To this a reply was filed denying that her injury was due to her own negligence.

A unanimous verdict returned by the jury in favor of the plaintiff.

The motion to set aside the verdict and for a new trial was filed and overruled; and the court rendered a judgment upon the verdict.

City gave notice of appeal from the judgment by the Court overruling the City’s motion for directed verdict and from final judgment of the court in the sum of $500.00.

The appellant assigns as errors that the court erred in the admission of evidence; in overruling the defendant’s motion for directed verdict at the close of the plaintiff’s case and at the close of all the evidence; that the court erred in giving special charge No. 4 offered by the plaintiff; erred in its charge to the jury; that the verdict is against the manifest weight of the evidence.

*47In addition to the verbal testimony there were introduced certain photographs which exhibited the break in the sidewalk into which the plaintiff’s heel slipped causing her to fall. There is not much difference in the testimony offered. The defendant, however, complains that the Court committed error in permitting an expert cement worker to testify as an expert as to the cause of the crack in the sidewalk and its possible duration. We have read this evidence and find no error in its admission. If there was a break in the sidewalk the obligation was upon the plaintiff to show either that the city had actual knowledge of it or to show that it existed for such a time that knowledge would be presumed. The man who testified as to the period of time that the hole was in forming and its existence was well qualified to give judgment upon this point.

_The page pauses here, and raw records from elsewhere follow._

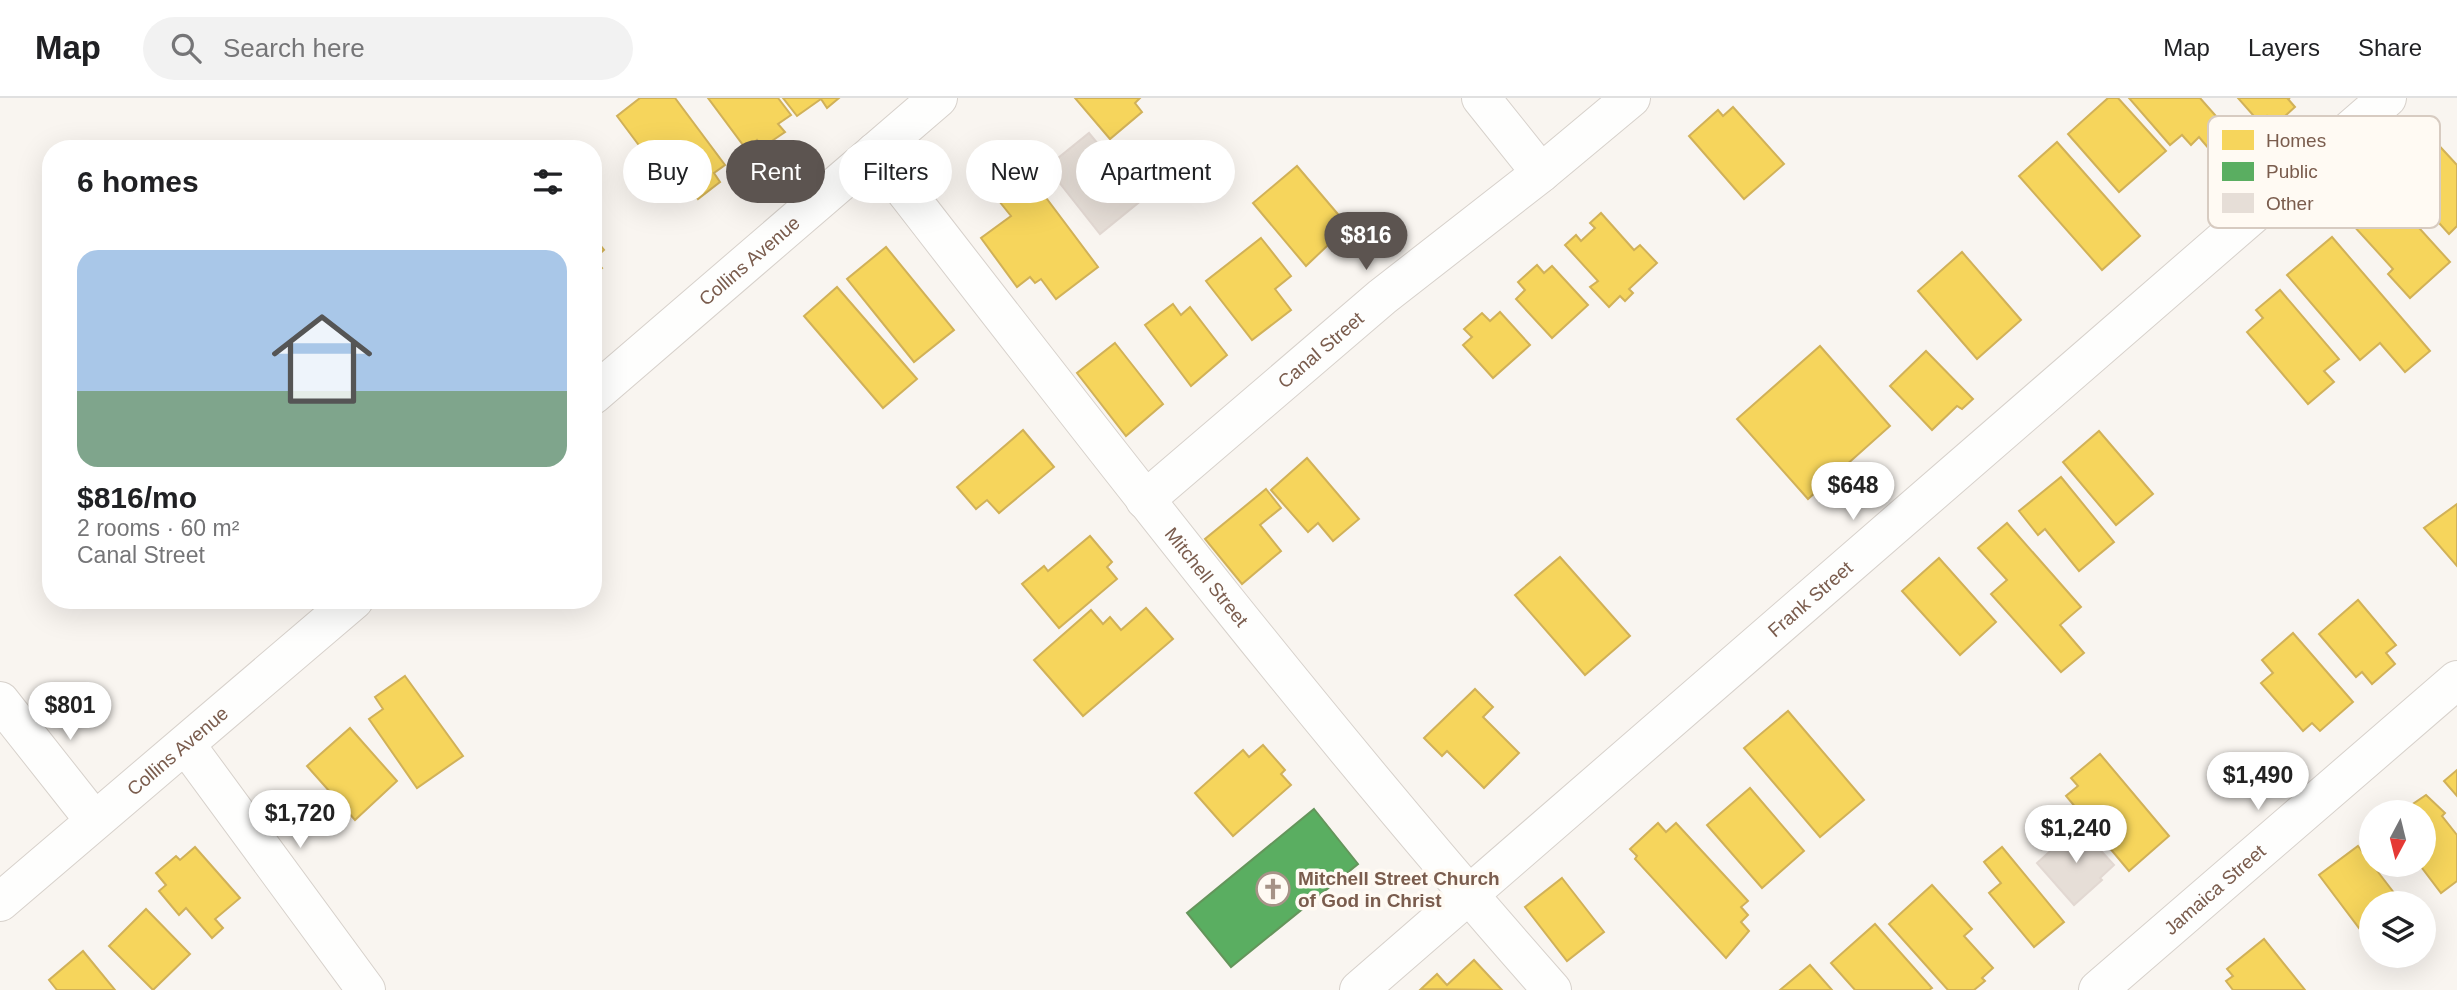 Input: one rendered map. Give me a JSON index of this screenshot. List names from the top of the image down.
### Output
{
  "streets": {
    "street": [
      "Collins Avenue",
      "Canal Street",
      "Mitchell Street",
      "Frank Street",
      "Jamaica Street"
    ]
  },
  "crossings": [
    ["Canal Street", "Mitchell Street"],
    ["Mitchell Street", "Frank Street"]
  ],
  "places": {
    "church": ["Mitchell Street Church of God in Christ"]
  },
  "legend": ["Homes", "Public", "Other"],
  "north": "bottom",
  "page": {
    "header": "Map",
    "search": "Search here",
    "nav": ["Map", "Layers", "Share"],
    "chip": [
      "Buy",
      "Rent",
      "Filters",
      "New",
      "Apartment"
    ],
    "heading": "6 homes",
    "price": [
      "$816",
      "$648",
      "$801",
      "$1,490",
      "$1,720",
      "$1,240"
    ],
    "list": [
      {
        "name": "$816/mo",
        "note": "2 rooms · 60 m² · Canal Street"
      }
    ]
  }
} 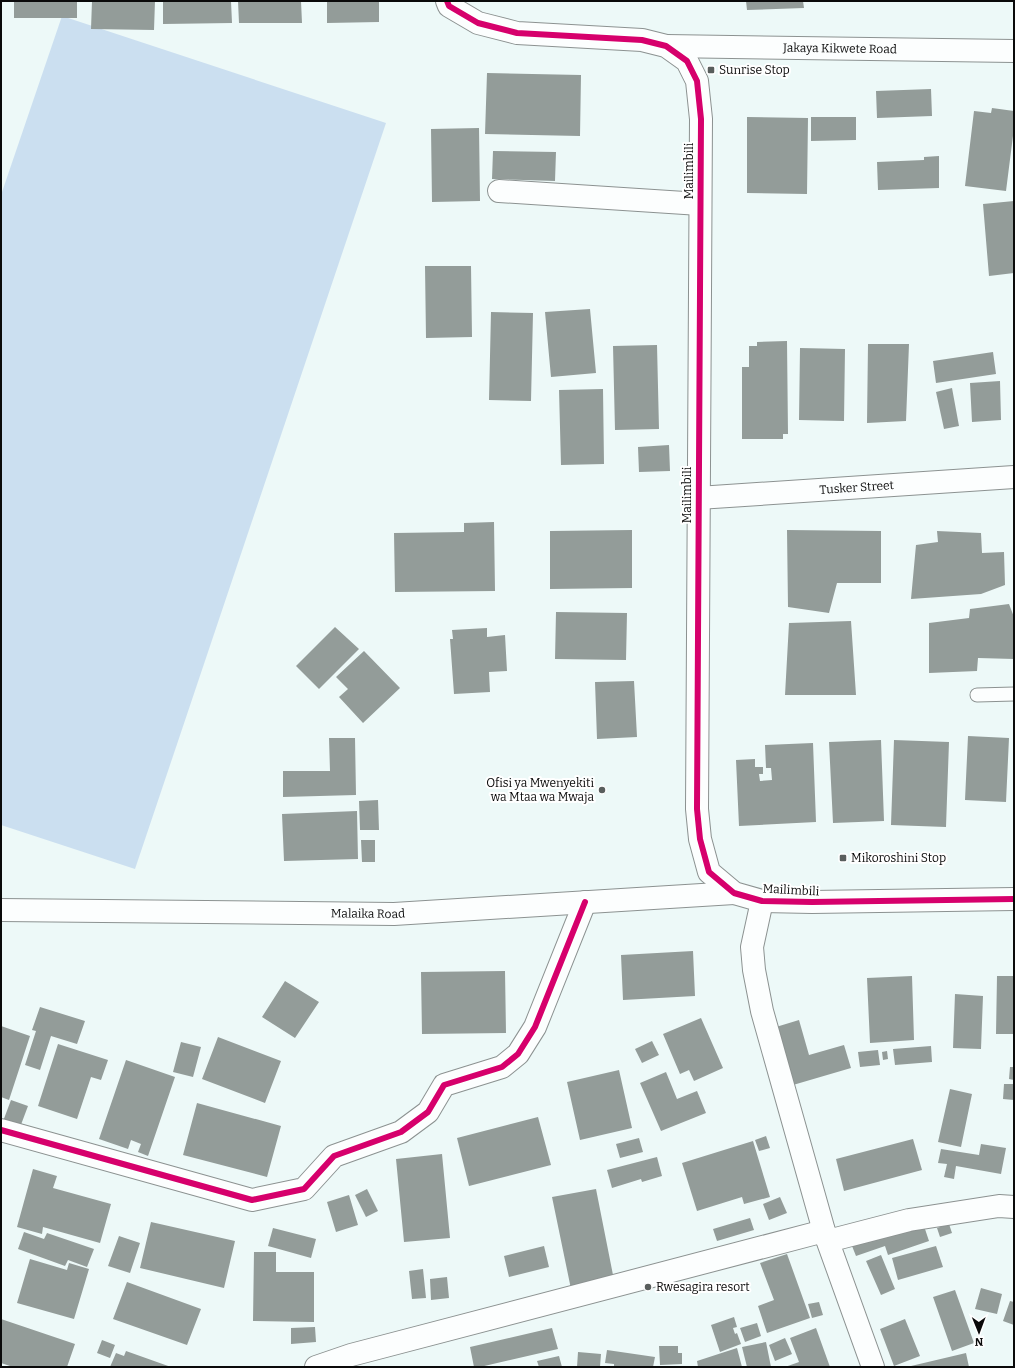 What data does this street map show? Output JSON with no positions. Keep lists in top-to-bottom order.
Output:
{
  "streets": {
    "street": [
      "Jakaya Kikwete Road",
      "Mailimbili",
      "Tusker Street",
      "Malaika Road"
    ]
  },
  "crossings": [
    ["Jakaya Kikwete Road", "Mailimbili"],
    ["Mailimbili", "Tusker Street"],
    ["Mailimbili", "Malaika Road"]
  ],
  "places": {
    "transit": ["Sunrise Stop", "Mikoroshini Stop"],
    "other": ["Ofisi ya Mwenyekiti wa Mtaa wa Mwaja", "Rwesagira resort"]
  },
  "north": "bottom"
} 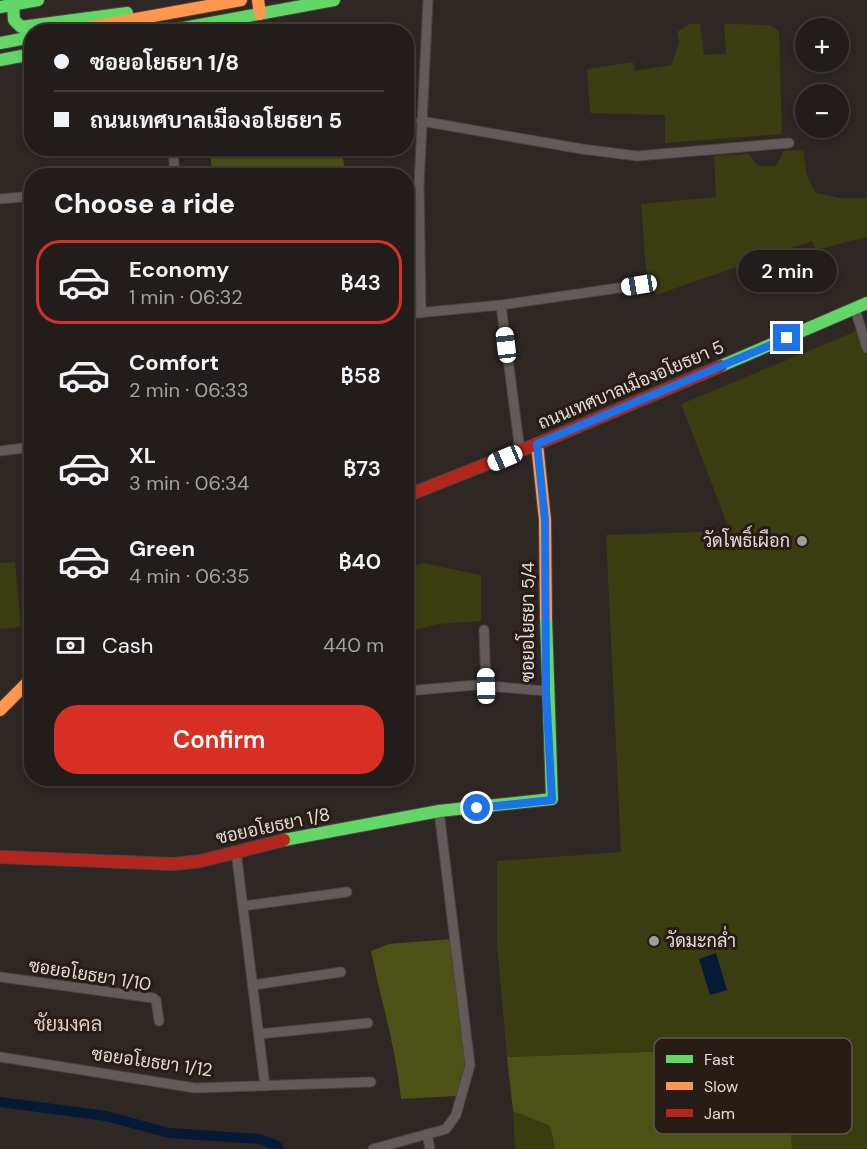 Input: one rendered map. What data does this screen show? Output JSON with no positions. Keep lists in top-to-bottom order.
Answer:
{
  "streets": {
    "street": [
      "ถนนเทศบาลเมืองอโยธยา 5",
      "ซอยอโยธยา 5/4",
      "ซอยอโยธยา 1/8",
      "ซอยอโยธยา 1/10",
      "ซอยอโยธยา 1/12"
    ]
  },
  "crossings": [
    ["ถนนเทศบาลเมืองอโยธยา 5", "ซอยอโยธยา 5/4"],
    ["ซอยอโยธยา 5/4", "ซอยอโยธยา 1/8"]
  ],
  "districts": ["ชัยมงคล"],
  "places": ["วัดโพธิ์เผือก", "วัดมะกล่ำ"],
  "legend": ["Fast", "Slow", "Jam"],
  "page": {
    "map_buttons": ["+", "−"],
    "banner": ["ซอยอโยธยา 1/8", "ถนนเทศบาลเมืองอโยธยา 5"],
    "heading": "Choose a ride",
    "list": [
      {
        "name": "Economy",
        "note": "1 min · 06:32",
        "value": "฿43"
      },
      {
        "name": "Comfort",
        "note": "2 min · 06:33",
        "value": "฿58"
      },
      {
        "name": "XL",
        "note": "3 min · 06:34",
        "value": "฿73"
      },
      {
        "name": "Green",
        "note": "4 min · 06:35",
        "value": "฿40"
      }
    ],
    "bubble": "2 min",
    "pay": ["Cash", "440 m"],
    "buttons": "Confirm"
  }
}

The defense is also made that the plaintiff should have discovered the obstruction in the sidewalk and avoided it. The plaintiff gives a very concise and reasonable statement of why she did not discover the obstruction, stating that she had certain bundles in her hands and arms; that she was proceeding in the usual manner along the sidewalk when her heel struck the depression and she was thrown. Her statement seems to be reasonable and we have no disposition to reverse a judgment based upon the unanimous verdict of the jury.

We have read the general charge of the Court which we think is without error. Complaint is made that the Court erred in giving the plaintiff’s special charge No. 4 offered before argument:

“The court further instructs you that plaintiff had the right to assume that the defendant had performed its duty under §3714 GC, and that South Fourth Street on the day of the accident was open, in repair, and free from nuisance.”

Sec. 3714 provides that council shall have the care, supervision and control of public highways, streets, etc., within the corporation, and shall cause them to be kept open, in repair and free from nuisance.

We see no error in the charge of the court in instructing the jury as it did that the plaintiff had a right to presume that council performed its duty under this section.

We see no reason why this Court should reverse the judgment.

Judgment affirmed. Cause remanded.

GEIGER, PJ., BARNES & HORNBECK, JJ., concur.